Arshad Muhammad Fahad, Solanki Sam, Dancyger-Stevens Luka, Karunanayaka Madushani, Loh Ee-Wen, Htoon Kyaw Naing, Turki Mohanad, Munir Alia
Endocr Connect. 2025 Feb 11;14(3). doi: 10.1530/EC-24-0441. Print 2025 Mar 1.
Omissions or delays in desmopressin can result in serious patient harm in patients with arginine vasopressin deficiency (AVP-D), formally known as cranial diabetes insipidus. Desmopressin administration practice in hospitals has not been thoroughly investigated previously. This study evaluated desmopressin prescription and administration practice at a large tertiary centre. A retrospective electronic case notes review of all admissions (≥24 h) with AVP-D between 2018 and 2021 at Sheffield Teaching Hospitals was undertaken. The outcomes were defined as the total number of missed and delayed doses, time to prescription and administration from admission and incidence of dysnatraemias. A qualitative survey to determine knowledge of AVP-D and desmopressin among staff members was also carried out. In total, 102 admissions were identified, of which 38% of admissions were via emergency department (ED). The total number of missed and delayed doses were 132/1315 (10.0%) and 139/1283 (10.9%), respectively. Of all admissions, 33% had ≥1 missed doses, while ≥1 doses were delayed in 54% admissions. ED rates of desmopressin prescription were low at 5%. The most common reasons documented for missed or delayed doses were unavailability of desmopressin followed by inability of the patient to take the medication. Median (interquartile range) prescription and administration times from admission were 5.6 (2.7-10.7) and 15.1 (8.7-27.0) h, respectively. The incidence of inpatient hypernatraemia and hyponatraemia was 7.6 and 30.4%, respectively. The staff survey showed below-average knowledge of the condition, advocating for an urgent need for education.
AVP-D is a life-threatening condition requiring desmopressin to prevent severe dehydration and death. During hospitalisation, these patients are more vulnerable due to restricted desmopressin access and a lack of awareness among hospital staff. This study evaluates desmopressin prescription practice at a large European hospital and confirms that delays occur frequently in real world. We recommend that desmopressin should be listed as a critical drug and education packages should be introduced for hospital staff.

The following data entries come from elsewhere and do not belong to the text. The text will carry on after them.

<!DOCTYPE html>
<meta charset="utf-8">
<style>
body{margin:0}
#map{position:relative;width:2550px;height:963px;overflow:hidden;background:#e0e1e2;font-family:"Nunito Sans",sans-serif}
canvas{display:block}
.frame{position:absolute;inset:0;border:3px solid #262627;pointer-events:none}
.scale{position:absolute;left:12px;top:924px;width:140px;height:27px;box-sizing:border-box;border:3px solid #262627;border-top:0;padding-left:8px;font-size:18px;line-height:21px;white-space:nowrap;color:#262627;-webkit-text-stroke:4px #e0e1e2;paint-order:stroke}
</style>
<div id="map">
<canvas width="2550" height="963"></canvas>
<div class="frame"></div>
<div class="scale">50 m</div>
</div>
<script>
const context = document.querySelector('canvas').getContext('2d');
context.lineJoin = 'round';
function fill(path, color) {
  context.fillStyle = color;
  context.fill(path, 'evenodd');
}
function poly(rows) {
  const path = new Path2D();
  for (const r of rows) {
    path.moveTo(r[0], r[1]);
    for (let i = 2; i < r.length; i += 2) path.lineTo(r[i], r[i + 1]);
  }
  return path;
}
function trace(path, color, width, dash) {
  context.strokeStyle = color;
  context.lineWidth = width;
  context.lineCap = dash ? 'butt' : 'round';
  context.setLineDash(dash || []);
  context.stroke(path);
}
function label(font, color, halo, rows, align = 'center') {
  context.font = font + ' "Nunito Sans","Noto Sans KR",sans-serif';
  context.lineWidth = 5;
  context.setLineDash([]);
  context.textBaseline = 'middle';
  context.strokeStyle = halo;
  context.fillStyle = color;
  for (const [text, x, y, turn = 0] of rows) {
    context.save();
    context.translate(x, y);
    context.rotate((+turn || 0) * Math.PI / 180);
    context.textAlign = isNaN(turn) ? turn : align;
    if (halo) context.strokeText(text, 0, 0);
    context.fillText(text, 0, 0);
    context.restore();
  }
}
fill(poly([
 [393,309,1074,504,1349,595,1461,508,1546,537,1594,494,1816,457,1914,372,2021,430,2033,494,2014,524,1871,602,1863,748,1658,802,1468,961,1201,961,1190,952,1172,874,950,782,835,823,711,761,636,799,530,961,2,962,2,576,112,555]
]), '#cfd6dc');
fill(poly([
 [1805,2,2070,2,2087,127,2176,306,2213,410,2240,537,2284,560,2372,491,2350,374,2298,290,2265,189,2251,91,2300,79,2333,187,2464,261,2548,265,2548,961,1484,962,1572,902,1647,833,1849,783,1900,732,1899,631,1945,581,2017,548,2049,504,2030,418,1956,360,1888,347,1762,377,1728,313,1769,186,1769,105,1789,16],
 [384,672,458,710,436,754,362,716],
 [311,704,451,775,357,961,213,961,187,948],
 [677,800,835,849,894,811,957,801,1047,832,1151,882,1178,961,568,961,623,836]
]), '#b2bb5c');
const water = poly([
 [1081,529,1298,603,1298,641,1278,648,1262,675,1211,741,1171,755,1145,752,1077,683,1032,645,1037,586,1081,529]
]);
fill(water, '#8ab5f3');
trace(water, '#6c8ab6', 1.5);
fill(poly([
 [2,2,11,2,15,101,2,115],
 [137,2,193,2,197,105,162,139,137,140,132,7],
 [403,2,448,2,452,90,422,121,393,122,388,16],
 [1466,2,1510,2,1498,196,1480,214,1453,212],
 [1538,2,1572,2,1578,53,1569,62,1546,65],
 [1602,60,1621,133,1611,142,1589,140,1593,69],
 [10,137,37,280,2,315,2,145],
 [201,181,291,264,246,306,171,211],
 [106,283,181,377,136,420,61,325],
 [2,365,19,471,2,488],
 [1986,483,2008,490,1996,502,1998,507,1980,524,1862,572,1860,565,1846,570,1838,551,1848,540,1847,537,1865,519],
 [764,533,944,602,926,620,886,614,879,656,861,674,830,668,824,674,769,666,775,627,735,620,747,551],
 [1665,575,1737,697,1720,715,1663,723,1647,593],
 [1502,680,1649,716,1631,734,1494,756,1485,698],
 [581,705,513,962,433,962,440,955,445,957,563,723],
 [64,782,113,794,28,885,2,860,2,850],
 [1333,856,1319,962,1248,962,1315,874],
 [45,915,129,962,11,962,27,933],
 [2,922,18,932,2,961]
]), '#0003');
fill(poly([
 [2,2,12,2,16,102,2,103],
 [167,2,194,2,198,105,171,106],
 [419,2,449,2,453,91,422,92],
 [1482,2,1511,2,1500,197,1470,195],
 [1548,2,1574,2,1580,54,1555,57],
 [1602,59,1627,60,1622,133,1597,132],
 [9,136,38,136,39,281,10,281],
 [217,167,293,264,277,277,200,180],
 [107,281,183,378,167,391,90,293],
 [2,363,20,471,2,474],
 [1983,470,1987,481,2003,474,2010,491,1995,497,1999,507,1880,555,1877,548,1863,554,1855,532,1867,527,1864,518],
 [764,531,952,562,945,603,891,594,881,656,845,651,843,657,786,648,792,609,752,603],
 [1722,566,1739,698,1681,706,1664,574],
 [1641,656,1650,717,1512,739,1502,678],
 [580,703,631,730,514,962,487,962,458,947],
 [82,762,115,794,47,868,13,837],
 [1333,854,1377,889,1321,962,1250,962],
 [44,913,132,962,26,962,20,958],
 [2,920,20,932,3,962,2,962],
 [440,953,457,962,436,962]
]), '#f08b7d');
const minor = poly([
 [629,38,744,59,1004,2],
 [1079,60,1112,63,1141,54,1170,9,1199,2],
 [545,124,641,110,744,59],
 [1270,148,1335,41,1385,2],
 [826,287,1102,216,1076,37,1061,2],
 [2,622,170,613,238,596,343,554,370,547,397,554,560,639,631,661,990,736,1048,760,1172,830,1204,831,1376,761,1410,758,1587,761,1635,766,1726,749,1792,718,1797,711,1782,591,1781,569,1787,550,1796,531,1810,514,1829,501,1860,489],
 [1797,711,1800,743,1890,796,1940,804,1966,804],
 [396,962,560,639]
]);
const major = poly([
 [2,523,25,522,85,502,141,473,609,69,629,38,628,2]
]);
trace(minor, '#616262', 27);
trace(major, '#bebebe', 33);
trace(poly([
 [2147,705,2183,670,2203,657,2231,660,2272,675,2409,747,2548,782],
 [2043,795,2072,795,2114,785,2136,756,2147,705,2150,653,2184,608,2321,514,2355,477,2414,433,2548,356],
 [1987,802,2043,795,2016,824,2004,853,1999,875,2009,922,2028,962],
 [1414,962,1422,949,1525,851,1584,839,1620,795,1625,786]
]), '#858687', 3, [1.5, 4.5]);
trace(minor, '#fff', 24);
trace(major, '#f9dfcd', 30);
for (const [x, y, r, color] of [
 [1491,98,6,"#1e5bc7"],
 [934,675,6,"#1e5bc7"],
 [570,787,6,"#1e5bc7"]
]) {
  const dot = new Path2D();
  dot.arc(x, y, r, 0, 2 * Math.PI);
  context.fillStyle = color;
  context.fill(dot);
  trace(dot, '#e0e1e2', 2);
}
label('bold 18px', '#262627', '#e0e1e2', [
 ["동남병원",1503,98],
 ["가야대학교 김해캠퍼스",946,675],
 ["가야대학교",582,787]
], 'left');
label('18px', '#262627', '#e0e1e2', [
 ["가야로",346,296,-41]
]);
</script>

去氨加压素的遗漏或延迟给药可对精氨酸血管加压素缺乏症(AVP-D,以前称为中枢性尿崩症)患者造成严重伤害。此前,医院中去氨加压素的给药实践尚未得到全面调查。本研究评估了一家大型三级医疗中心的去氨加压素处方和给药实践情况。对2018年至2021年期间在谢菲尔德教学医院收治的所有(住院时间≥24小时)AVP-D患者的电子病历进行了回顾性分析。评估指标包括漏服和延迟给药的总次数、入院至处方开具及给药的时间,以及电解质紊乱的发生率。同时还开展了一项定性调查,以确定工作人员对AVP-D和去氨加压素的了解情况。共识别出102例入院病例,其中38%的患者通过急诊科入院。漏服和延迟给药的总次数分别为132/1315(10.0%)和139/128出(10.9%)。在所有入院病例中,33%的患者至少有1次漏服剂量,54%的患者至少有1次剂量延迟。急诊科去氨加压素处方率较低,为5%。记录的漏服或延迟给药的最常见原因是去氨加压素无法获取,其次是患者无法服药。入院至处方开具及给药的中位(四分位间距)时间分别为5.6(2.7 - 10.7)小时和15.1(8.7 - 27.0)小时。住院患者高钠血症和低钠血症的发生率分别为7.6%和30.4%。工作人员调查显示,他们对该病的了解程度低于平均水平,这表明迫切需要开展相关教育。
AVP-D是一种危及生命的疾病,需要使用去氨加压素来预防严重脱水和死亡。在住院期间,由于去氨加压素获取受限以及医院工作人员缺乏认识,这些患者更加脆弱。本研究评估了一家大型欧洲医院的去氨加压素处方实践情况,并证实现实中经常出现给药延迟的情况。我们建议将去氨加压素列为关键药物,并为医院工作人员引入相关教育套餐。